• To do
Beginning with the first line, retype exactly the records below up to and including the line with "position:absolute; inset:0; border:10px"; pictures do not belong in the copy.

== Segment start ==

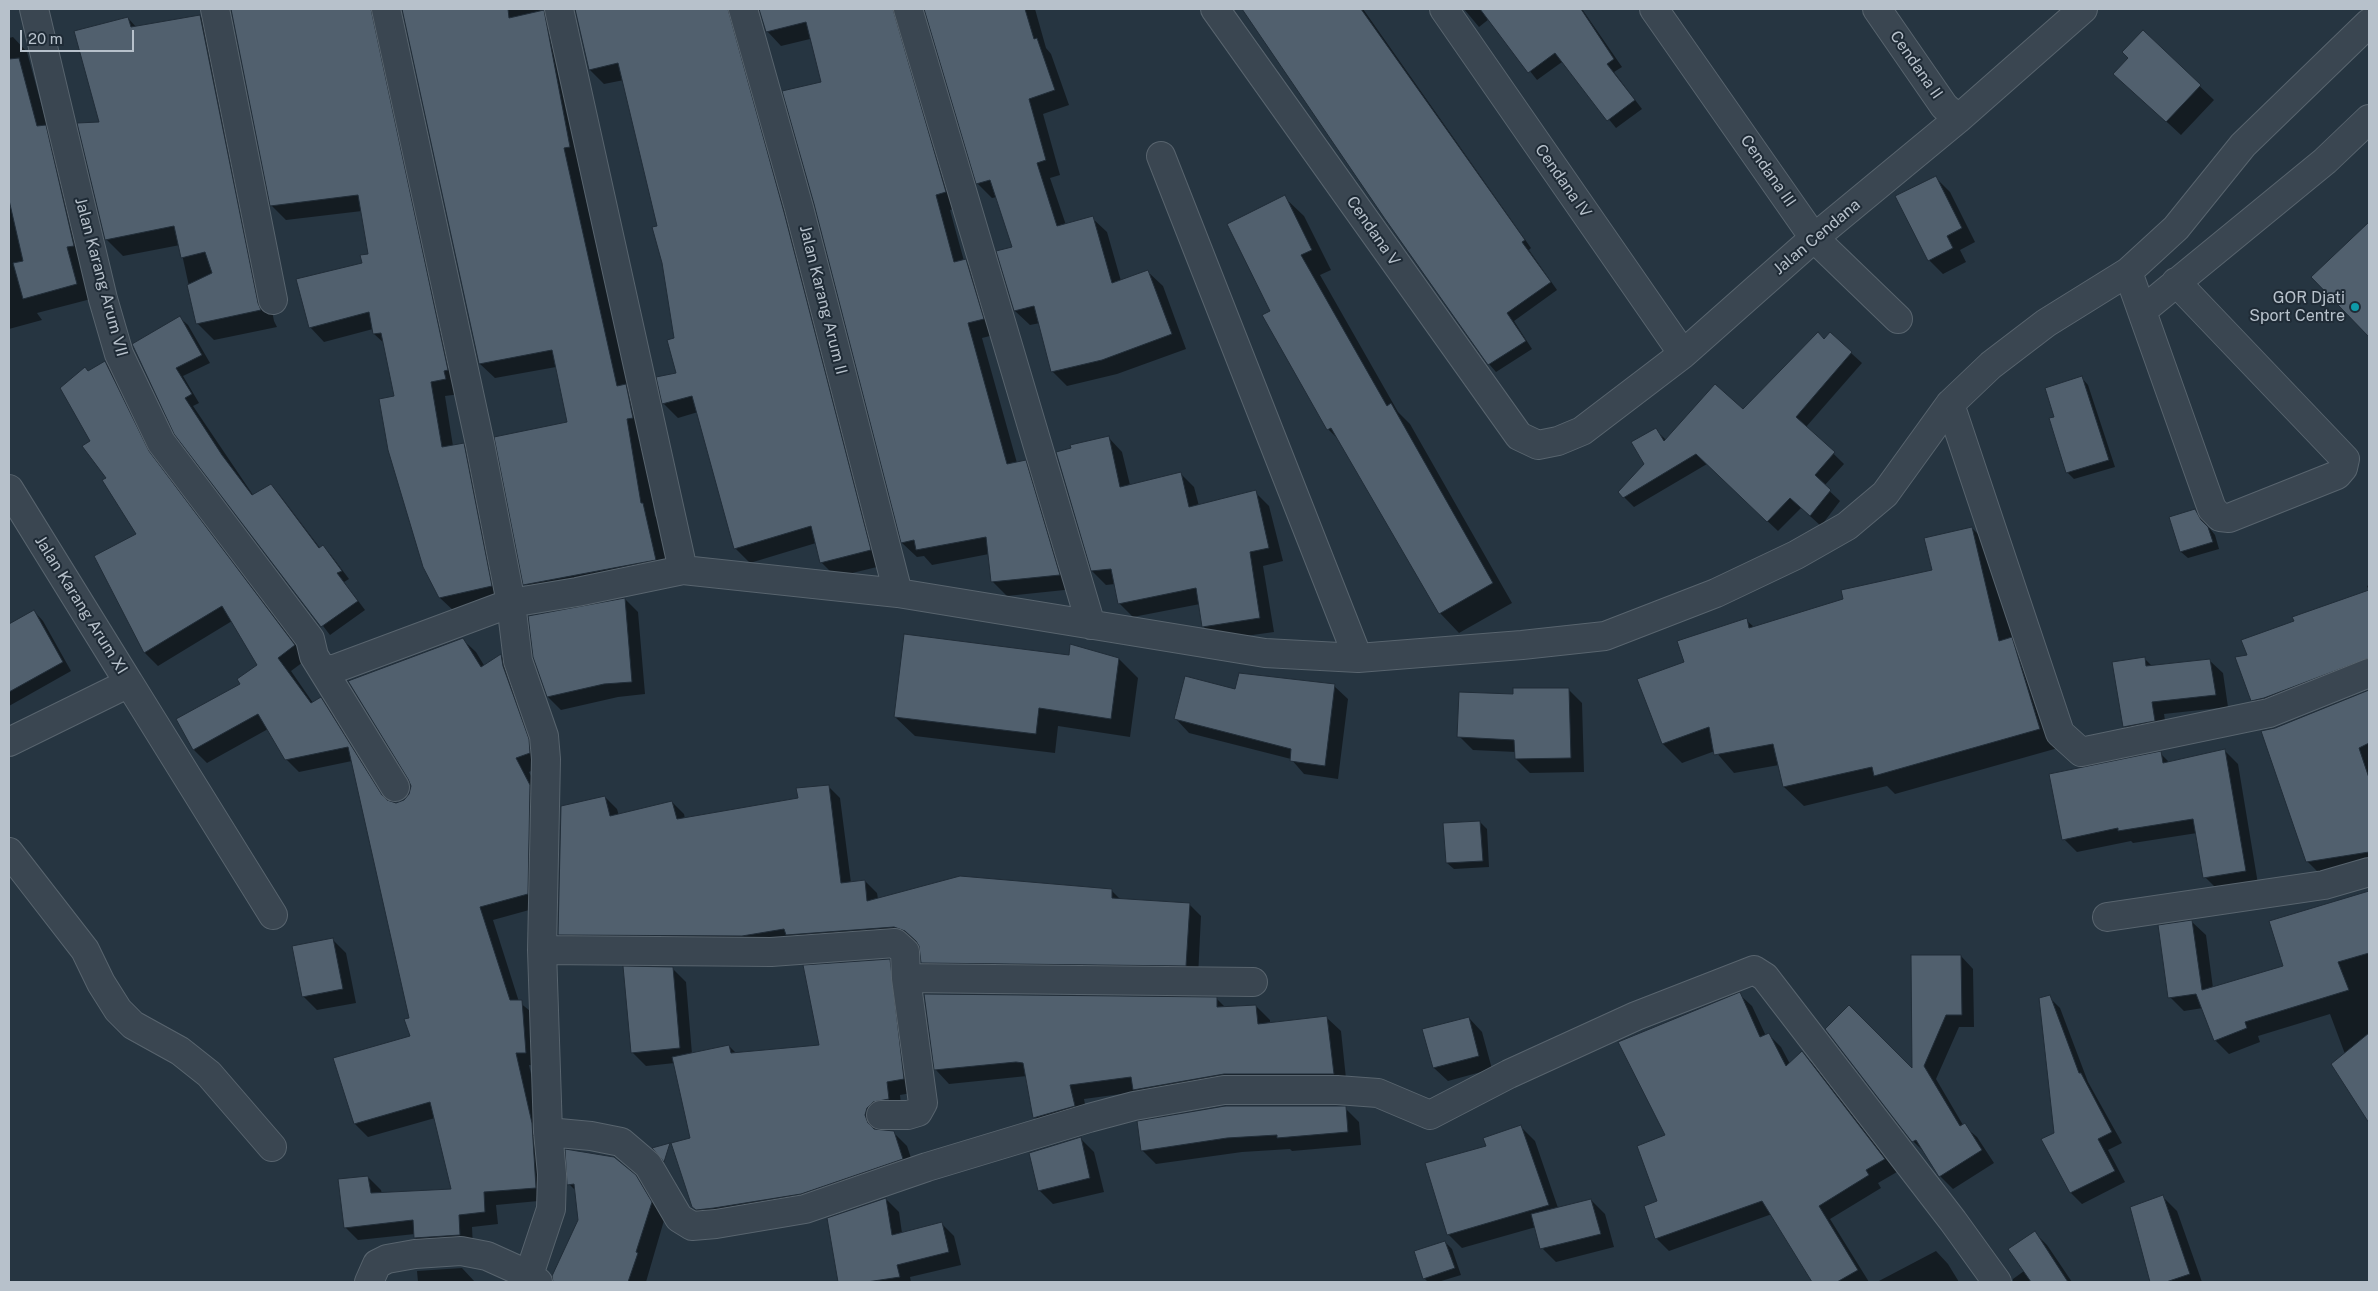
<!DOCTYPE html>
<html>
<head>
<meta charset="utf-8">
<style>
	body { margin:0 }
	#map { position:relative; width:2378px; height:1291px; overflow:hidden; background:#263541; font-family:"Public Sans",sans-serif }
	canvas { display:block }
	.frame { position:absolute; inset:0; border:10px solid #b7c1cb; pointer-events:none }
	.scale { position:absolute; left:20px; top:30px; width:114px; height:22px; box-sizing:border-box; border:2px solid #b7c1cb; border-top:0; padding-left:6px; font-size:15px; line-height:18px; white-space:nowrap; color:#b7c1cb; -webkit-text-stroke:4px #1f2b36; paint-order:stroke }
</style>
</head>
<body>
<div id="map">
<canvas width="2378" height="1291"></canvas>
<div class="frame"></div>
<div class="scale">20 m</div>
</div>
<script>
const ctx = document.querySelector('canvas').getContext('2d');
ctx.lineJoin = 'round';
function paint(path, color) { ctx.fillStyle = color; ctx.fill(path, 'evenodd'); }
const poly = rows => new Path2D(rows.map(r => 'M' + r).join(''));
function trace(path, color, width, dash) { ctx.strokeStyle = color; ctx.lineWidth = width; ctx.lineCap = dash ? 'butt' : 'round'; ctx.setLineDash(dash || []); ctx.stroke(path); }
function write(font, color, halo, rows, align = 'center') {
  ctx.font = font + ' "Public Sans",sans-serif'; ctx.lineWidth = 4; ctx.setLineDash([]); ctx.textBaseline = 'middle'; ctx.strokeStyle = halo; ctx.fillStyle = color; for (const [text, x, y, turn = 0] of rows) {
    ctx.save(); ctx.translate(x, y); ctx.rotate((+turn || 0) * Math.PI / 180); ctx.textAlign = isNaN(turn) ? turn : align; if (halo) ctx.strokeText(text, 0, 0); ctx.fillText(text, 0, 0); ctx.restore();
  }
}
paint(poly([
	[239,9,396,9,460,394,445,396,453,446,463,444,478,459,506,601,455,612,440,598,385,344,374,334,373,329,324,342,310,327,369,255,362,211,286,220,271,205,232,10],
	[403,9,569,9,584,162,578,163,628,387,640,400,641,433,655,516,658,519,670,574,539,599,525,584,569,423,556,367,495,378,480,364],
	[576,9,753,9,885,565,836,577,821,562,816,543,750,563,735,548,698,412,678,418,663,403,677,374,675,339,659,227,624,80,604,84,590,70],
	[759,9,918,9,960,207,950,210,964,261,980,275,998,334,982,338,1017,463,1025,461,1040,476,1074,589,1007,596,993,582,989,554,932,565,924,556,917,557,902,543,822,83,810,39,781,46,767,31],
	[926,9,1035,9,1046,48,1051,54,1069,105,1043,114,1060,175,1050,178,1066,225,1092,218,1107,232,1121,281,1148,272,1163,286,1186,349,1117,374,1067,386,1052,371,1040,323,1030,325,1015,311,998,252,1014,248,997,197,992,198,977,183],
	[1244,9,1363,9,1531,248,1529,250,1557,290,1514,321,1532,349,1496,372,1489,364],
	[1464,9,1582,9,1622,67,1614,72,1642,109,1616,128,1562,62,1537,80,1489,19,1479,27],
	[200,16,217,33,274,321,277,327,214,340,197,323,180,245,123,256,106,239,100,123,128,18,137,28],
	[2143,32,2214,100,2181,135,2129,87,2130,58],
	[13,37,27,52,48,129,60,141,91,299,37,313,42,320,9,329,9,38],
	[1936,178,1950,192,1975,242,1960,250,1966,262,1943,274,1929,260],
	[1284,197,1304,216,1331,270,1320,275,1398,412,1410,424,1512,603,1459,633,1440,613,1341,442,1328,429,1272,311],
	[2369,223,2369,335,2313,277],
	[179,317,188,325,210,363,183,376,199,403,193,406,253,495,271,486,279,494,320,548,323,547,331,555,349,579,344,582,365,610,330,635,175,433,134,345],
	[1830,334,1862,363,1806,427,1844,464,1824,486,1840,501,1821,526,1801,508,1778,531,1707,464,1634,507,1624,497,1645,464,1655,429,1666,440,1743,411],
	[105,362,118,375,161,466,307,659,291,671,313,703,321,698,334,711,390,802,396,804,404,801,410,795,462,639,476,652,485,667,501,656,514,669,542,766,529,772,543,800,540,907,493,920,519,1002,535,1015,539,1066,529,1065,545,1137,549,1200,496,1205,498,1224,472,1227,473,1248,428,1251,415,1238,415,1234,358,1240,345,1227,368,1177,381,1190,382,1194,453,1190,435,1118,368,1137,355,1124,412,1037,410,1019,352,761,299,772,286,759,268,729,207,763,194,750,177,720,242,684,259,666,232,621,158,666,145,653,95,557,138,535,107,479,91,442,89,372],
	[2082,378,2088,385,2115,467,2074,479,2067,472,2055,418],
	[1109,438,1122,452,1130,485,1180,473,1194,487,1199,506,1255,492,1269,506,1283,561,1263,566,1274,632,1217,640,1203,626,1200,604,1133,617,1120,604,1115,584,1106,585,1092,571],
	[2195,510,2215,535,2219,549,2188,558,2181,552,2171,518],
	[1972,528,1991,547,2013,641,2030,658,2058,748,1895,794,1887,786,1804,806,1784,787,1779,765,1734,773,1715,751,1682,763,1663,744,1639,680,1686,663,1746,620,1754,627,1933,571],
	[2369,585,2369,675,2266,714,2252,700,2249,657,2295,621,2294,618,2369,591,2367,586],
	[625,599,638,612,645,694,618,697,561,710,548,697],
	[34,611,43,621,71,671,9,706,9,625],
	[1070,656,1119,659,1138,678,1130,737,1058,726,1055,753,915,736,895,717],
	[2144,658,2153,667,2210,661,2223,673,2228,707,2164,714,2167,733,2137,739,2125,727],
	[1334,686,1348,699,1338,779,1304,774,1291,759,1189,733,1176,719,1235,691],
	[1568,689,1582,703,1584,772,1530,773,1516,759,1516,752,1473,750,1459,736,1514,695],
	[2369,691,2369,868,2321,875,2307,861,2275,729],
	[2225,751,2238,764,2258,884,2218,890,2205,877,2197,833,2133,843,2131,841,2077,852,2064,839,2160,753,2170,763],
	[828,786,840,798,851,883,865,881,877,893,878,899,1111,890,1121,900,1189,904,1201,916,1198,977,934,974,922,962,919,943,907,939,571,946,559,934,605,797,617,809,619,816,672,802,684,814,685,819,799,799],
	[1480,822,1487,829,1489,867,1454,869,1447,863],
	[2369,893,2369,1120,2333,1064,2345,1054,2330,1014,2258,1036,2260,1042,2229,1054,2215,1040,2203,1008,2184,1011,2170,997,2192,922,2206,935,2213,988,2284,967,2270,922],
	[332,939,346,953,356,1003,317,1010,303,996],
	[1961,956,1973,969,1974,1027,1959,1027,1936,1079,1963,1125,1977,1137,1994,1163,1953,1189,1940,1176,1926,1154,1913,1141,1826,1029,1913,1071],
	[889,960,903,974,917,1092,900,1095,902,1113,881,1122,879,1130,893,1132,907,1146,916,1173,707,1221,693,1207,691,1139,675,1063,646,1066,632,1052,672,968,686,982,692,1054,729,1046,737,1054,821,1046],
	[1739,994,1752,1006,1766,1036,1768,1034,1781,1047,1790,1064,1802,1052,1814,1065,1897,1172,1878,1183,1881,1188,1830,1219,1869,1282,1814,1282,1772,1214,1669,1251,1656,1238,1667,1136],
	[2049,997,2060,1008,2088,1082,2122,1143,2108,1150,2125,1182,2082,1204,2071,1193,2043,1140,2056,1133],
	[1216,998,1226,1008,1256,1006,1270,1020,1270,1024,1327,1018,1341,1031,1347,1088,1136,1092,1084,1099,1088,1120,1049,1132,1035,1118,1027,1076,949,1084,936,1070],
	[1469,1018,1482,1032,1492,1069,1448,1081,1434,1068],
	[1345,1108,1359,1122,1361,1145,1292,1151,1290,1149,1242,1152,1156,1164,1142,1150],
	[1521,1127,1535,1141,1558,1208,1591,1200,1605,1214,1614,1247,1556,1262,1542,1248,1536,1227,1462,1248,1448,1234,1487,1147],
	[1080,1138,1094,1152,1104,1192,1053,1204,1039,1190],
	[635,1176,650,1191,665,1217,646,1282,555,1282,554,1276,579,1220,577,1192,569,1184],
	[2163,1197,2177,1211,2202,1282,2151,1282,2131,1208],
	[886,1199,899,1212,902,1233,941,1223,954,1236,961,1265,910,1277,911,1282,839,1282,828,1219],
	[2035,1233,2047,1245,2072,1282,2013,1282,2013,1279,2024,1271],
	[1445,1242,1452,1249,1461,1275,1438,1282,1428,1282,1424,1278],
	[1936,1251,1948,1264,1959,1282,1877,1282],
	[462,1268,475,1282,418,1282,417,1271]
]), '#0007');
const building = poly([
	[231,9,371,9,448,370,444,371,446,379,431,382,442,447,464,443,492,586,439,598,423,567,388,450,379,399,394,396,381,333,373,334,369,312,309,328,296,279,362,263,360,255,368,254,358,195,270,206,231,9],
	[402,9,508,9,509,18,544,10,570,147,564,148,617,386,626,384,633,418,627,419,641,503,643,503,656,560,523,585,494,437,567,422,552,350,479,364,402,9],
	[575,9,728,9,784,212,871,550,820,563,811,526,734,549,692,396,662,404,656,377,676,373,667,340,674,338,662,263,652,227,657,226,618,63,589,70,575,9],
	[759,9,893,9,946,192,936,195,954,262,966,259,984,319,968,323,1007,464,1026,460,1060,575,991,582,986,537,916,550,914,540,901,543,814,204,782,91,821,82,806,22,766,32,759,9],
	[924,9,1025,9,1034,39,1037,38,1055,90,1029,99,1046,160,1037,163,1057,226,1093,216,1112,283,1148,270,1172,334,1102,360,1051,372,1034,306,1014,311,996,251,1012,247,990,180,976,184,924,9],
	[1242,9,1361,9,1525,240,1522,242,1551,282,1507,313,1526,341,1488,365,1385,219,1242,9],
	[1480,9,1581,9,1614,59,1607,64,1635,100,1607,121,1555,53,1528,73,1480,9],
	[200,15,258,303,261,310,196,324,187,285,212,273,205,252,181,258,174,226,105,240,77,123,99,122,74,31,128,17,131,27,200,15],
	[2143,30,2201,85,2166,122,2113,74,2128,58,2122,52,2143,30],
	[19,58,37,126,46,125,74,246,67,247,77,284,23,299,13,263,23,261,9,200,9,59,19,58],
	[1936,176,1962,228,1947,236,1953,248,1928,261,1895,196,1936,176],
	[1285,195,1312,250,1301,255,1387,406,1391,403,1493,583,1439,614,1331,428,1327,430,1262,315,1270,311,1227,224,1285,195],
	[2369,222,2369,337,2311,277,2369,222],
	[180,316,202,355,176,368,192,394,185,398,222,455,252,495,271,484,319,548,323,545,342,571,337,573,358,601,321,627,174,434,134,348,132,344,180,316],
	[1818,332,1824,339,1830,332,1852,352,1796,417,1835,452,1815,475,1831,490,1810,516,1790,498,1767,522,1696,454,1623,498,1618,492,1644,464,1631,442,1656,428,1664,441,1715,384,1743,409,1818,332],
	[105,361,149,451,295,645,278,658,311,703,321,697,382,795,387,800,396,803,404,800,409,794,411,786,408,779,348,681,463,638,481,667,501,654,503,666,529,739,530,753,516,758,530,785,528,894,480,907,510,1000,522,1000,526,1053,516,1053,532,1123,536,1188,484,1192,485,1212,459,1215,460,1235,414,1238,413,1220,344,1228,338,1179,368,1176,371,1193,451,1189,430,1102,354,1124,333,1058,410,1036,404,1019,409,1018,348,747,285,760,258,714,193,750,176,719,240,684,237,679,257,665,222,606,144,653,94,556,136,534,102,480,106,478,82,446,90,441,60,388,85,367,88,371,105,361],
	[2082,376,2109,460,2066,473,2049,418,2054,417,2045,388,2082,376],
	[1109,436,1120,487,1181,472,1189,507,1256,490,1269,548,1250,552,1260,618,1202,627,1196,588,1118,604,1111,569,1091,571,1056,452,1071,448,1070,445,1109,436],
	[2195,509,2201,520,2208,527,2213,542,2180,552,2169,517,2195,509],
	[1972,527,1999,641,2012,637,2040,729,1874,776,1872,767,1783,787,1773,744,1714,755,1709,727,1662,744,1637,679,1684,662,1677,641,1747,618,1749,628,1843,599,1841,590,1932,570,1924,538,1972,527],
	[2369,590,2369,658,2264,698,2251,701,2235,657,2247,655,2241,640,2294,621,2292,617,2369,590],
	[625,598,632,682,604,684,547,697,533,657,528,616,625,598],
	[34,610,63,662,9,692,9,624,34,610],
	[904,634,1069,655,1070,644,1119,658,1111,719,1039,708,1036,734,894,717,904,634],
	[2145,657,2146,666,2210,659,2216,695,2152,702,2155,721,2123,727,2112,662,2145,657],
	[1239,673,1335,684,1325,766,1290,761,1291,749,1174,719,1185,676,1235,689,1239,673],
	[1513,688,1569,688,1571,758,1515,759,1514,740,1457,737,1459,692,1513,694,1513,688],
	[2369,690,2369,743,2359,748,2369,778,2369,852,2306,862,2261,731,2275,728,2369,690],
	[2225,749,2246,871,2203,878,2193,819,2118,831,2118,828,2062,840,2049,774,2161,751,2163,763,2225,749],
	[829,785,841,883,865,880,867,901,960,876,1112,889,1112,898,1190,903,1186,966,921,963,919,946,916,941,905,931,894,927,786,935,784,929,742,936,558,935,561,806,605,796,610,816,672,801,677,819,798,798,796,788,829,785],
	[1480,821,1483,861,1446,863,1443,823,1480,821],
	[2369,891,2369,953,2338,962,2349,990,2245,1022,2247,1028,2214,1041,2196,994,2168,998,2158,925,2192,920,2202,990,2283,966,2269,921,2369,891],
	[333,938,343,989,302,997,292,946,333,938],
	[1911,955,1961,955,1962,1015,1946,1015,1924,1066,1960,1126,1965,1123,1982,1150,1939,1177,1916,1140,1912,1142,1825,1029,1849,1005,1912,1068,1911,955],
	[890,959,904,1079,887,1082,889,1099,873,1102,867,1108,865,1115,868,1123,874,1129,894,1131,903,1159,801,1194,714,1208,696,1210,692,1207,671,1143,690,1138,672,1057,729,1045,731,1053,819,1045,803,965,890,959],
	[623,966,673,967,680,1048,631,1053,623,966],
	[1740,992,1760,1037,1769,1033,1786,1066,1802,1051,1885,1159,1866,1170,1869,1175,1819,1206,1858,1270,1837,1282,1812,1282,1762,1201,1655,1239,1644,1206,1657,1201,1637,1146,1665,1135,1618,1042,1740,992],
	[924,994,1217,997,1217,1007,1256,1005,1258,1024,1327,1016,1334,1074,1224,1074,1133,1090,1131,1077,1070,1085,1075,1106,1033,1118,1023,1063,1016,1062,934,1070,924,994],
	[2050,995,2079,1073,2081,1073,2112,1132,2098,1139,2115,1171,2070,1193,2041,1139,2054,1133,2039,998,2050,995],
	[1469,1017,1479,1056,1433,1068,1422,1029,1469,1017],
	[2369,1033,2369,1123,2331,1064,2369,1033],
	[1225,1106,1346,1106,1348,1132,1277,1138,1277,1135,1227,1138,1141,1151,1137,1121,1225,1106],
	[1521,1125,1549,1205,1447,1235,1425,1163,1486,1146,1483,1138,1521,1125],
	[1081,1137,1090,1178,1038,1191,1029,1153,1081,1137],
	[670,1143,664,1162,652,1148,670,1143],
	[565,1149,614,1157,636,1175,652,1202,636,1252,638,1253,628,1282,553,1282,552,1276,578,1220,574,1184,567,1185,565,1149],
	[2163,1195,2190,1274,2166,1282,2150,1282,2130,1207,2163,1195],
	[886,1198,892,1235,942,1222,949,1252,897,1265,900,1277,867,1282,838,1282,827,1218,886,1198],
	[1591,1199,1601,1234,1540,1249,1531,1214,1591,1199],
	[2035,1231,2068,1282,2031,1282,2008,1249,2035,1231],
	[1445,1241,1455,1268,1423,1279,1414,1251,1445,1241]
]);
paint(building, '#51606e');
trace(building, '#212d38', 1);
const minor = poly([
	[34,9,103,299,119,354,161,442,310,639,314,656,395,787],
	[215,9,273,300],
	[386,9,480,444,511,603,518,661,544,736,546,759,542,950,548,1132,552,1174,551,1209,529,1275],
	[559,9,683,570],
	[743,9,799,208,898,593],
	[908,9,1091,625],
	[1215,9,1519,436,1538,445,1558,441,1582,431,1683,354,1814,238,1958,119,2083,9],
	[1444,9,1683,354],
	[1654,9,1814,238,1898,319],
	[1877,9,1944,106,1958,119],
	[1161,156,1358,658],
	[2128,272,2212,509,2220,517,2229,518,2337,475,2343,468,2345,459,2176,282],
	[2142,311,2325,161,2369,119],
	[1950,404,2060,733,2081,752,2269,713,2369,673],
	[9,489,129,683,9,742],
	[323,669,334,669,511,603,577,592,683,570,898,593,1265,653,1358,658,1522,645,1605,636,1716,593,1796,555,1847,526,1885,494,1950,404,1991,365,2046,323,2128,272,2176,228,2243,145,2369,23],
	[129,683,273,915],
	[9,852,85,950,101,983,118,1010,133,1025,180,1051,209,1074,272,1147],
	[2107,917,2324,885,2369,872],
	[542,950,771,952,895,943,905,952,906,978,1253,982],
	[881,1115,908,1115,918,1112,923,1103,906,978],
	[548,1132,591,1136,621,1142,648,1165,679,1218,692,1226,716,1224,805,1209,927,1167,1089,1118,1134,1106,1224,1090,1337,1090,1378,1093,1430,1115,1509,1074,1636,1016,1754,970,1765,977,1953,1221,1997,1282],
	[369,1282,377,1264,387,1259,415,1254,461,1251,487,1256,529,1275,538,1282]
]);
trace(minor, '#58646e', 30);
trace(minor, '#3a4651', 28);
for (const [x, y, r, color] of [
	[2355,307,5,"#0f9aa8"]
]) { const dot = new Path2D(); dot.arc(x, y, r, 0, 2 * Math.PI); ctx.fillStyle = color; ctx.fill(dot); trace(dot, '#1f2b36', 2); }
write('16px', '#b7c1cb', '#1f2b36', [
	["Cendana II",1916,65,55],
	["Cendana III",1768,171,55],
	["Cendana IV",1563,181,55],
	["Cendana V",1373,231,55],
	["Jalan Cendana",1817,237,-40],
	["Jalan Karang Arum VII",101,277,75],
	["Jalan Karang Arum II",823,300,76],
	["Jalan Karang Arum XI",81,605,58]
]);
write('16px', '#b7c1cb', '#1f2b36', [
	["GOR Djati",2345,298],
	["Sport Centre",2345,316]
], 'right');
</script>
</body>
</html>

== Segment end ==

• Task response
<!DOCTYPE html>
<html>
<head>
<meta charset="utf-8">
<style>
	body { margin:0 }
	#map { position:relative; width:2378px; height:1291px; overflow:hidden; background:#263541; font-family:"Public Sans",sans-serif }
	canvas { display:block }
	.frame { position:absolute; inset:0; border:10px solid #b7c1cb; pointer-events:none }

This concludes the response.